In [1]:
import torch
import matplotlib.pyplot as plt
import numpy as np
import torch.nn as nn  # all neural network modules
import torch.optim as optim  # optimization algo
import torch.nn.functional as F  # Functions with no parameters -> activation functions
from torch.utils.data import DataLoader  # easier dataset management, helps create mini batches
import torchvision.datasets as datasets  # standard datasets
import torchvision.transforms as transforms

In [2]:
class NN(nn.Module):  # inherits nn.Module

    def __init__(self, input_size, num_classes):  # input size = 28x28 = 784 for mnist
        super(NN, self).__init__()
        self.fc1 = nn.Linear(input_size, 50)
        self.fc2 = nn.Linear(50, num_classes)

    def forward(self, x):
        x = F.relu(self.fc1(x))
        x = self.fc2(x)
        return x

In [3]:
batch_size = 64

# Load Data
train_dataset = datasets.MNIST(root='dataset/', train=True, transform=transforms.ToTensor(), download=True)
train_loader = DataLoader(dataset=train_dataset, batch_size=batch_size, shuffle=True)
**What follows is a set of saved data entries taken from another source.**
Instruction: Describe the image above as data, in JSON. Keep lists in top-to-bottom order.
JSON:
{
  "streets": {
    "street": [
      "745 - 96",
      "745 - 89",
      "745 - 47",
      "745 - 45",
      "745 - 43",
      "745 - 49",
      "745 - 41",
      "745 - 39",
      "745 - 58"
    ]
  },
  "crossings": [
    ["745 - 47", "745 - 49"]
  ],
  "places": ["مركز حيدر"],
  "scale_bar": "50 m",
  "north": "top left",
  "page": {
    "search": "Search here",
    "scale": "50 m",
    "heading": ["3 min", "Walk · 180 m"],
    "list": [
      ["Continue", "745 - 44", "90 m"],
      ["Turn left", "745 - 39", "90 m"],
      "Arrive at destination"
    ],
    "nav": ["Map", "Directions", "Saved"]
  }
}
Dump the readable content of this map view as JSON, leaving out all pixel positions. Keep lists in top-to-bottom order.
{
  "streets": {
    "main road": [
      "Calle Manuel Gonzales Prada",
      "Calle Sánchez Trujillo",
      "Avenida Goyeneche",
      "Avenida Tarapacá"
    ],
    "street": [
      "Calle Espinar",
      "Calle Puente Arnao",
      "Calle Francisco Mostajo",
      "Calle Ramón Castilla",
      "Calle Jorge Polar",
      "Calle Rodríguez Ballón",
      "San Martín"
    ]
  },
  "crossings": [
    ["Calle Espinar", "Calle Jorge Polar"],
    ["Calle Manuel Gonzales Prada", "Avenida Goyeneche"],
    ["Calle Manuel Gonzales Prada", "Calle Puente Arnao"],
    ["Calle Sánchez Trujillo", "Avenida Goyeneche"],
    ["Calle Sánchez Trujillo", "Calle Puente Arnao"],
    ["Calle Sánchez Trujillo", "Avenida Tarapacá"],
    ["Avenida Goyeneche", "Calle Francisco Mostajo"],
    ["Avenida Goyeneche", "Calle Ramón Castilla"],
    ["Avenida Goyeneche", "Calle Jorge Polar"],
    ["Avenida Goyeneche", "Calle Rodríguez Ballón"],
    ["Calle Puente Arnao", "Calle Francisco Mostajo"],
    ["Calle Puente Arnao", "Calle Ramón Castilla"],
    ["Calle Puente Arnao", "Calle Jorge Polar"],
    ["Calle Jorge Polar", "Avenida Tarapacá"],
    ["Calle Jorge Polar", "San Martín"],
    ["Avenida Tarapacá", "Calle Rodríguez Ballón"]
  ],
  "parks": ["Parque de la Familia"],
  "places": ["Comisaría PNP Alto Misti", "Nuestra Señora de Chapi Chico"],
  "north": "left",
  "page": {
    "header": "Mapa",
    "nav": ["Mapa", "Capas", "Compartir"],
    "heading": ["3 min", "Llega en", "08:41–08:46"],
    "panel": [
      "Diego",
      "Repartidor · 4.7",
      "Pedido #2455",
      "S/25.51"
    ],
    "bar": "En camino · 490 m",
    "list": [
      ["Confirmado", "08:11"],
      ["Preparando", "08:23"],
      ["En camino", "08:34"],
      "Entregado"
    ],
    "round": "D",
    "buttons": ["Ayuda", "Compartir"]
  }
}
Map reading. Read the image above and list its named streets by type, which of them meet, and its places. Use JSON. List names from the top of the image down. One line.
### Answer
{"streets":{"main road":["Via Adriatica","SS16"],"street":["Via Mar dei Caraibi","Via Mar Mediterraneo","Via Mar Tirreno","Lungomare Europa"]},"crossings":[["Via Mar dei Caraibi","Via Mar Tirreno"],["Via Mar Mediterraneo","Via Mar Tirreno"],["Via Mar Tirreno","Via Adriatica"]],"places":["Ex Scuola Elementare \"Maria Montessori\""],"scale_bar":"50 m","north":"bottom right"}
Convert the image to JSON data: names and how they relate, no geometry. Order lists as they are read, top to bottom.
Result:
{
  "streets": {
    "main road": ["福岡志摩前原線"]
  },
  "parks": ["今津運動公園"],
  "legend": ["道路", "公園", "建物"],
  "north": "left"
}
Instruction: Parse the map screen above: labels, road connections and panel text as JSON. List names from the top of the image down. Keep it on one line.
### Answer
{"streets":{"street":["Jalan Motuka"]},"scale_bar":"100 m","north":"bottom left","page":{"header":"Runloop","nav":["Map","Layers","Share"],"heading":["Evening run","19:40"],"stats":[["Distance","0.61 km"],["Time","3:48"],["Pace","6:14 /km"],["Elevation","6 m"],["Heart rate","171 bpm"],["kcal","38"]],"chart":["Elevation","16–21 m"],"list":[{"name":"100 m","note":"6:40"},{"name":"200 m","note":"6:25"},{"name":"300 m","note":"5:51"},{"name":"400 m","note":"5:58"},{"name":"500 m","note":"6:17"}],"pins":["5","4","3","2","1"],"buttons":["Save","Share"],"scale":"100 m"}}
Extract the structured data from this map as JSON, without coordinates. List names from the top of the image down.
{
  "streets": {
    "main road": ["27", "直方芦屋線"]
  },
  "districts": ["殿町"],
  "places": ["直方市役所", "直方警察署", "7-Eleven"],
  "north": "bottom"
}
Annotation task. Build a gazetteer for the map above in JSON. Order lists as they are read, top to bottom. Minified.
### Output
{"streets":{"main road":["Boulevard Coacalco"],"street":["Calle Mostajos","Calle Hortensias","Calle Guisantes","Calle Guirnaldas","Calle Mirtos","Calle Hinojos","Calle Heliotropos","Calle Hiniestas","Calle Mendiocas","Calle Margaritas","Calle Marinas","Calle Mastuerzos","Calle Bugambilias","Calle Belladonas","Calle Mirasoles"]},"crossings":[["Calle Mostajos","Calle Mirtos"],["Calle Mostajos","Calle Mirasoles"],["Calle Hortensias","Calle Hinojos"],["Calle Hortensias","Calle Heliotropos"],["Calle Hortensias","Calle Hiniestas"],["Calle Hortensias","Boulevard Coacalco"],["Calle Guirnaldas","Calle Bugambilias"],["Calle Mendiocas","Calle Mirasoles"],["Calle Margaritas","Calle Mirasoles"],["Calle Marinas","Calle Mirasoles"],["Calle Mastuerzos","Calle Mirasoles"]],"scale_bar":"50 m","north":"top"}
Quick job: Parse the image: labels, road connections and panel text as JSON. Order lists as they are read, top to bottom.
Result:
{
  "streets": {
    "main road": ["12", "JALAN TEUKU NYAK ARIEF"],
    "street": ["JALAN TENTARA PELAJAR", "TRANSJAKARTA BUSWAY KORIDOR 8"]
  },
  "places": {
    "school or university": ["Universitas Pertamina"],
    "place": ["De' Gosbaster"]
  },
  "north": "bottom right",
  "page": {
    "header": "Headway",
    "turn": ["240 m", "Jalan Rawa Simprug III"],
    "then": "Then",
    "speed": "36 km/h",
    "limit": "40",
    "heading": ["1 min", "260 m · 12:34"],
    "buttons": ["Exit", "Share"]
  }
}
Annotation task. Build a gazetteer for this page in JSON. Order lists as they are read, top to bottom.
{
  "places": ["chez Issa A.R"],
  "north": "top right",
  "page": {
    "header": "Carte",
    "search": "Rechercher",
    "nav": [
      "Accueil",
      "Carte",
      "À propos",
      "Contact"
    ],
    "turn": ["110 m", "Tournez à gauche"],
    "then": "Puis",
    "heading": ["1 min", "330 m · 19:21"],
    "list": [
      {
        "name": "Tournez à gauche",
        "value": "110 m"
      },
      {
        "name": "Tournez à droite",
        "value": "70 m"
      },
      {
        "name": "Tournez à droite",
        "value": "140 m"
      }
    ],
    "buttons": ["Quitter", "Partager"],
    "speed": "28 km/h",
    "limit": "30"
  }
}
test_dataset = datasets.MNIST(root='dataset/', train=False, transform=transforms.ToTensor(), download=True)
test_loader = DataLoader(dataset=test_dataset, batch_size=batch_size, shuffle=True)

Downloading http://yann.lecun.com/exdb/mnist/train-images-idx3-ubyte.gz
Failed to download (trying next):
HTTP Error 404: Not Found

Downloading https://ossci-datasets.s3.amazonaws.com/mnist/train-images-idx3-ubyte.gz
Downloading https://ossci-datasets.s3.amazonaws.com/mnist/train-images-idx3-ubyte.gz to dataset/MNIST/raw/train-images-idx3-ubyte.gz


100%|██████████| 9.91M/9.91M [00:00<00:00, 78.1MB/s]


Extracting dataset/MNIST/raw/train-images-idx3-ubyte.gz to dataset/MNIST/raw

Downloading http://yann.lecun.com/exdb/mnist/train-labels-idx1-ubyte.gz
Failed to download (trying next):
HTTP Error 404: Not Found

Downloading https://ossci-datasets.s3.amazonaws.com/mnist/train-labels-idx1-ubyte.gz
Downloading https://ossci-datasets.s3.amazonaws.com/mnist/train-labels-idx1-ubyte.gz to dataset/MNIST/raw/train-labels-idx1-ubyte.gz


100%|██████████| 28.9k/28.9k [00:00<00:00, 43.5MB/s]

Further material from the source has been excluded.